And maybe trim your data before insertion (if it makes sense to do so)!

CHOOSE() in SQL Server

Watch this week's video on YouTube

While I know I don't utilize most of the features available in SQL Server, I like to think I'm at least aware that those features exist.

This week I found a blind-spot in my assumption however. Even though it shipped in SQL Server 2012, the SQL Server CHOOSE function is a feature that I think I'm seeing for the first time this past week.

CHOOSE is CASE

CHOOSE returns the n-th item from a comma-delimited list.

Whenever learning a new feature in SQL Server I try to think of a good demo I could build to test out the functionality. In this case the immediate example that came to mind was building something that would provide a lookup of values:

SELECT 
    [key],
    [value],
    [type],
    CHOOSE(type+1,'null','string','int','boolean','array','object') AS JsonType
FROM
    OPENJSON(N'{
        "Property1":null,
        "Property2":"a",
        "Property3":3,
        "Property4":false,
        "Property5":[1,2,"3"],
        "Property6":{
            "SubProperty1":"a"
        }
    }');

In this case, the OPENJSON function returns a "type" field that indicates the datatype of that particular JSON property's value. The issue is that the "type" column is numeric and I can never remember what type of data each number represents.

The above query solves this by using CHOOSE to create a lookup of values.

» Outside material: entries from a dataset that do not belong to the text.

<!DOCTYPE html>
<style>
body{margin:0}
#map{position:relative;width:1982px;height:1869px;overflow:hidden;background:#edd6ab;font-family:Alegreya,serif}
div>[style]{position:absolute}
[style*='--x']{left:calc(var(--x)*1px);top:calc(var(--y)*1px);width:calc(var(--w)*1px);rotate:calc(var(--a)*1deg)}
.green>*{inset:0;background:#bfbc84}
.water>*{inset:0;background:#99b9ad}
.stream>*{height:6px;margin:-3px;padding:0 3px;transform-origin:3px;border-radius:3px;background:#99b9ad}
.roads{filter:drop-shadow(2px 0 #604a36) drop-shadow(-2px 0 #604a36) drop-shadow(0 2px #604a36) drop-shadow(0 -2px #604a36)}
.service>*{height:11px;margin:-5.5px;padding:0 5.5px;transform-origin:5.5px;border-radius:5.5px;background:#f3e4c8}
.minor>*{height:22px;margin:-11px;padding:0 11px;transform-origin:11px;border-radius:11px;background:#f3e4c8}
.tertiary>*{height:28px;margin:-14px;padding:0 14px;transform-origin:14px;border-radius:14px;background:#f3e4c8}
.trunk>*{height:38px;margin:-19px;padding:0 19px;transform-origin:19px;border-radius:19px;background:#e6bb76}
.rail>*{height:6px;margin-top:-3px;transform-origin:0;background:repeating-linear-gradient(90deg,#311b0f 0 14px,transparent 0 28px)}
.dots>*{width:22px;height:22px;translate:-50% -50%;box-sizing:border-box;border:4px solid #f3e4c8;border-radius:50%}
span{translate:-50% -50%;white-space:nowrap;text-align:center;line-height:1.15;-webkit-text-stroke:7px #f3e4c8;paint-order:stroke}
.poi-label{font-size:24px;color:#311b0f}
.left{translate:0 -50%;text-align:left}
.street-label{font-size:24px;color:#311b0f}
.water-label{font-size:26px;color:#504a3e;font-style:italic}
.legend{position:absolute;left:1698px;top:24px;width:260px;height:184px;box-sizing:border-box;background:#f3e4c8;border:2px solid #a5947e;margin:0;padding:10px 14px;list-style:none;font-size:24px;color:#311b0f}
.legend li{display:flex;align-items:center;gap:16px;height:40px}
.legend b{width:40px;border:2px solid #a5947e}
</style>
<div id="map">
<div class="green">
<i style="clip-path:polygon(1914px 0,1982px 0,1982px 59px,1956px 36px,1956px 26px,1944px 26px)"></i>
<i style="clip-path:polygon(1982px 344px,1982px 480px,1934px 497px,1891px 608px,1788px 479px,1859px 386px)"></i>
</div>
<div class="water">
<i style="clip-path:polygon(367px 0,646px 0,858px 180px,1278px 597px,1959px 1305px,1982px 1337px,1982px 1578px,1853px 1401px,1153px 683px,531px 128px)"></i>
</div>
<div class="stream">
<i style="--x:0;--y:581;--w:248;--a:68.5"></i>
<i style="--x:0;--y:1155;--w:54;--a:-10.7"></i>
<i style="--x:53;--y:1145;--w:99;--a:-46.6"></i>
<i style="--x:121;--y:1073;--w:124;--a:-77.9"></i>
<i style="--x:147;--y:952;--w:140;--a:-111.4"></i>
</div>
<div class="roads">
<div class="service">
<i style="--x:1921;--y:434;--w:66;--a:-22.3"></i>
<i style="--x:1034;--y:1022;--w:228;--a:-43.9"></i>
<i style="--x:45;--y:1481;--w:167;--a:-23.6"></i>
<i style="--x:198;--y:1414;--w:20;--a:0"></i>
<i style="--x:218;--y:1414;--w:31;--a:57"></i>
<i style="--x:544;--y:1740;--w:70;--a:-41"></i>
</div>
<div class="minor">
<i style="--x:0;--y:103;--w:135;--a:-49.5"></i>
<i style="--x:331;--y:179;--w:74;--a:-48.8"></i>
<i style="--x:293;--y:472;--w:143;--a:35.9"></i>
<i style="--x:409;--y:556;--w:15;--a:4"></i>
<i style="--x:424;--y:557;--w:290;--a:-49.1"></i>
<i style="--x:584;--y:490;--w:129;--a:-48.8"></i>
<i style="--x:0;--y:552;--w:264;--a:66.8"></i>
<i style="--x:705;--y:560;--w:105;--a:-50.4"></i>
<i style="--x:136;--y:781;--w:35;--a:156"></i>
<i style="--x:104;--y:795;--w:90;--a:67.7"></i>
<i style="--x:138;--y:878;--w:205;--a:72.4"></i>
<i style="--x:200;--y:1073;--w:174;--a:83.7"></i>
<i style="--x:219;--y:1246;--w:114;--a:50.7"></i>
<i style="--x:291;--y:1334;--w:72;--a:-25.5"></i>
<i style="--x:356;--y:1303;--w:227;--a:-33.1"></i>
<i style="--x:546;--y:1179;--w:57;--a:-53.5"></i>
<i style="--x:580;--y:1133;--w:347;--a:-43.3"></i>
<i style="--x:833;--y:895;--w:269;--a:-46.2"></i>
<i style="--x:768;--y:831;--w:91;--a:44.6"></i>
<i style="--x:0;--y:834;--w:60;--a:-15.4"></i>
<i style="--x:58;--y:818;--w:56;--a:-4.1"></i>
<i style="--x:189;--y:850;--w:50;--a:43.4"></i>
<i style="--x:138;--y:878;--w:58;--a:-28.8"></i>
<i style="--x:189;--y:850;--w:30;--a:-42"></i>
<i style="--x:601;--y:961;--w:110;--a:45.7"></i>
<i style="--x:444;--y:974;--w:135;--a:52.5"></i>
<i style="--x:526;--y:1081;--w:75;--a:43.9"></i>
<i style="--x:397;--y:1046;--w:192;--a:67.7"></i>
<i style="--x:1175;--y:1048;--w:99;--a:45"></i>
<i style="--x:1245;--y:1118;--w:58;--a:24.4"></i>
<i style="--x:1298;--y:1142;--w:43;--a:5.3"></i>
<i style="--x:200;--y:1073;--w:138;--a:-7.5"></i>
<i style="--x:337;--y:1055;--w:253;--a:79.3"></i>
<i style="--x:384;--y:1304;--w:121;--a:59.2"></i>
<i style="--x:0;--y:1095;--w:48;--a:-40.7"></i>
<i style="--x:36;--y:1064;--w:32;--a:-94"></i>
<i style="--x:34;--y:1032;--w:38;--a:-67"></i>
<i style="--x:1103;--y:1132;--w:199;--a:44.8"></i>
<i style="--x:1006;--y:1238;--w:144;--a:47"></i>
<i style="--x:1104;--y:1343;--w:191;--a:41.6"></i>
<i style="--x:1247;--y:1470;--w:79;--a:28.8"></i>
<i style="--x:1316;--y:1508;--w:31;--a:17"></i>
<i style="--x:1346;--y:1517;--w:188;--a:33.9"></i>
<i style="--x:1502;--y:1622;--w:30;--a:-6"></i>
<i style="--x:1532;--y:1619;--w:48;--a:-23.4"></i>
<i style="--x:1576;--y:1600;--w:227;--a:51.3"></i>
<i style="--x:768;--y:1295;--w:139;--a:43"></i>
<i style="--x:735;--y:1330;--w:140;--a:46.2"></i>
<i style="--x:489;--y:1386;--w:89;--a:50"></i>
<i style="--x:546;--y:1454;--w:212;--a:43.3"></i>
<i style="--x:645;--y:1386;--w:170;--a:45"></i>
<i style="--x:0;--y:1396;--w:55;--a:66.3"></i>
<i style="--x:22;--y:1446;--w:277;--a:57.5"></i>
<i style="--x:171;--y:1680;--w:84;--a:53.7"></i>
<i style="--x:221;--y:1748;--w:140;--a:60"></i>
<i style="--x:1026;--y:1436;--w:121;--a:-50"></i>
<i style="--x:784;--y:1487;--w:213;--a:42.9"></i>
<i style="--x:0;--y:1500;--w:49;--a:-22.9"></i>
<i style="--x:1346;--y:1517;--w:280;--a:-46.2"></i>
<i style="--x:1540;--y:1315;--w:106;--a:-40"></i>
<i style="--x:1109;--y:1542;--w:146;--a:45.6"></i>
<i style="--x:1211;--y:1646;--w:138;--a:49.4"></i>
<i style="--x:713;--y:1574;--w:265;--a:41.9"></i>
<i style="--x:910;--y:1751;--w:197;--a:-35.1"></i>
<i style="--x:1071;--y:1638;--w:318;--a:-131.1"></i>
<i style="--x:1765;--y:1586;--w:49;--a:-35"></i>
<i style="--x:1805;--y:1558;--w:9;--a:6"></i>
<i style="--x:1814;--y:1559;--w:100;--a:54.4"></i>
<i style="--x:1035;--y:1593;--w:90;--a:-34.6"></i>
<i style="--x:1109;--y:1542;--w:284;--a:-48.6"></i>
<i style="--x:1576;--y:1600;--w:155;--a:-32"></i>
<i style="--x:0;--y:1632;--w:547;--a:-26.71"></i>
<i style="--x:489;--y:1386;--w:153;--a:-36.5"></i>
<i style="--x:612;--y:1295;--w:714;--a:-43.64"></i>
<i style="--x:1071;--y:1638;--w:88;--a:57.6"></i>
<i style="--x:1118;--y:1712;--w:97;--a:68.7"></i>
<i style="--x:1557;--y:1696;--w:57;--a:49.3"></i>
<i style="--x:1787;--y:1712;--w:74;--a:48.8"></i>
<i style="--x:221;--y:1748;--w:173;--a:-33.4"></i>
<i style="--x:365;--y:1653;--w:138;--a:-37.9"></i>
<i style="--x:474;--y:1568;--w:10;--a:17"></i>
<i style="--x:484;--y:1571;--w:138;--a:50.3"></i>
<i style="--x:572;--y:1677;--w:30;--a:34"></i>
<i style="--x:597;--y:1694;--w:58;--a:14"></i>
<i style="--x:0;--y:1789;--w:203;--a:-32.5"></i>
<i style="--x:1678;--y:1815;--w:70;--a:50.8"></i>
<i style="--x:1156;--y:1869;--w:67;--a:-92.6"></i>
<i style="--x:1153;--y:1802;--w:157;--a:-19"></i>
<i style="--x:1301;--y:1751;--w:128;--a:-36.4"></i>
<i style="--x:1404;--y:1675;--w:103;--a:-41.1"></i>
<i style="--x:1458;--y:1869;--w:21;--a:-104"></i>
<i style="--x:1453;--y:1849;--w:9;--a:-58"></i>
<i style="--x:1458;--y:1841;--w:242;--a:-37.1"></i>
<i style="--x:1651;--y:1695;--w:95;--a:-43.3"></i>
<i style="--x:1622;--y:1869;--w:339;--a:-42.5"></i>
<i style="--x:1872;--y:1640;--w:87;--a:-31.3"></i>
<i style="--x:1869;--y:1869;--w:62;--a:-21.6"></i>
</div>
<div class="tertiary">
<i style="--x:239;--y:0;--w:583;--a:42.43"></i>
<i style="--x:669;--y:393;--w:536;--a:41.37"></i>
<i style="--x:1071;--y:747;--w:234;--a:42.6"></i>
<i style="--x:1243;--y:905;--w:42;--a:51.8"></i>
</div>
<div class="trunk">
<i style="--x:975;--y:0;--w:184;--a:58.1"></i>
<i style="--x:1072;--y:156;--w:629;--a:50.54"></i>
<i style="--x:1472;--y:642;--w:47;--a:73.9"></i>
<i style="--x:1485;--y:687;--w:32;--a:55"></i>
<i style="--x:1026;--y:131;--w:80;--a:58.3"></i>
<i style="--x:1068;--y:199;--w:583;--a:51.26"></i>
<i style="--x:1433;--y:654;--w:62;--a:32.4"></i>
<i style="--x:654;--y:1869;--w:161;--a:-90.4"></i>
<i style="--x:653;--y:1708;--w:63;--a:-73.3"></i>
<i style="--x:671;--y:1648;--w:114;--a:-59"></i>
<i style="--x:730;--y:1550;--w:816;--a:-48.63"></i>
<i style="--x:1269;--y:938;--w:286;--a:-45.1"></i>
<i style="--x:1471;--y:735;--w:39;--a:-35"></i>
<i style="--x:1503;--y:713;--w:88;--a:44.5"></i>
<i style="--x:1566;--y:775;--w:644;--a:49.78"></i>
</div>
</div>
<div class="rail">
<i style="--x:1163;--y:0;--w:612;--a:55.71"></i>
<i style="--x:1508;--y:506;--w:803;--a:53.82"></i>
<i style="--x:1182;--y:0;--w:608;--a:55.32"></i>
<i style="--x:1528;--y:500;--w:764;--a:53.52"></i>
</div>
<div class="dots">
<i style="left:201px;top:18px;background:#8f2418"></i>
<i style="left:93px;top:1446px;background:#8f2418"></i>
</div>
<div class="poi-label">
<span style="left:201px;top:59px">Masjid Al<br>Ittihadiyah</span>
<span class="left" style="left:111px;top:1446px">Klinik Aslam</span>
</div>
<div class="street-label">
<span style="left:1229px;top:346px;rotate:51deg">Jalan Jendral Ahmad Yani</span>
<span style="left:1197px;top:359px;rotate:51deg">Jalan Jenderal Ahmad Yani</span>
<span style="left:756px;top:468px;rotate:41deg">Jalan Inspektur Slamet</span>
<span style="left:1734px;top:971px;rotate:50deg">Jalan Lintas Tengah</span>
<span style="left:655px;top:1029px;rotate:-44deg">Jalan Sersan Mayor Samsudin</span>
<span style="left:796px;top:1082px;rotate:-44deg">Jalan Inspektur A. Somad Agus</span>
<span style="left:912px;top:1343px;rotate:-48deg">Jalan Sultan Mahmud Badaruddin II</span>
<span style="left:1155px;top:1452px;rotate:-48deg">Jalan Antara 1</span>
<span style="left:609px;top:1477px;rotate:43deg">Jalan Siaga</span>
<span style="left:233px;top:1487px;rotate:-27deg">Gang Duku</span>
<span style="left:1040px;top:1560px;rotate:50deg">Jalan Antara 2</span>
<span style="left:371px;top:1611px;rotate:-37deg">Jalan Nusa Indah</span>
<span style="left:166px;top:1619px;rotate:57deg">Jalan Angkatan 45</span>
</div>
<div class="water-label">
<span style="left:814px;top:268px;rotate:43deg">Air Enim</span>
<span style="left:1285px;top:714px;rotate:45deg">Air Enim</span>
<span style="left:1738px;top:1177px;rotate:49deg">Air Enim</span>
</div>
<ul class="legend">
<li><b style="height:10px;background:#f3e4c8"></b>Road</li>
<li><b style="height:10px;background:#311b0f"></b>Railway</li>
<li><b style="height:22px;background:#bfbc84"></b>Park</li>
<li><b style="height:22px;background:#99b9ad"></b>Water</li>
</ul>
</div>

Since OPENJSON returns results starting with 0, we need to use type+1 in order to get the 1-based CHOOSE function to work correctly:

2019-06-03-21-08-58

If we look at the CHOOSE function's scalar operator properties in the execution plan, we'll see that this function is just a fancy alias for a more verbose CASE statement:

[Expr1000] = Scalar Operator(
    CASE WHEN (CONVERT_IMPLICIT(int,OPENJSON_DEFAULT.[type],0)+(1))=(1) 
    THEN 'null' 
    ELSE 
        CASE WHEN (CONVERT_IMPLICIT(int,OPENJSON_DEFAULT.[type],0)+(1))=(2) 
        THEN 'string' 
        ELSE 
            CASE WHEN (CONVERT_IMPLICIT(int,OPENJSON_DEFAULT.[type],0)+(1))=(3) 
            THEN 'int' 
            ELSE 
                CASE WHEN (CONVERT_IMPLICIT(int,OPENJSON_DEFAULT.[type],0)+(1))=(4) 
                THEN 'boolean' 
                ELSE 
                    CASE WHEN (CONVERT_IMPLICIT(int,OPENJSON_DEFAULT.[type],0)+(1))=(5) 
                    THEN 'array' 
                    ELSE 
                        CASE WHEN (CONVERT_IMPLICIT(int,OPENJSON_DEFAULT.[type],0)+(1))=(6) 
                        THEN 'object' 
                        ELSE NULL END 
                    END 
                END 
            END 
        END 
    END
)

The Set-Based Way

I think one of the reasons I've never used CHOOSE is because I would hate typing up all of those lookup values and trapping them in a SELECT statement, never to be used again.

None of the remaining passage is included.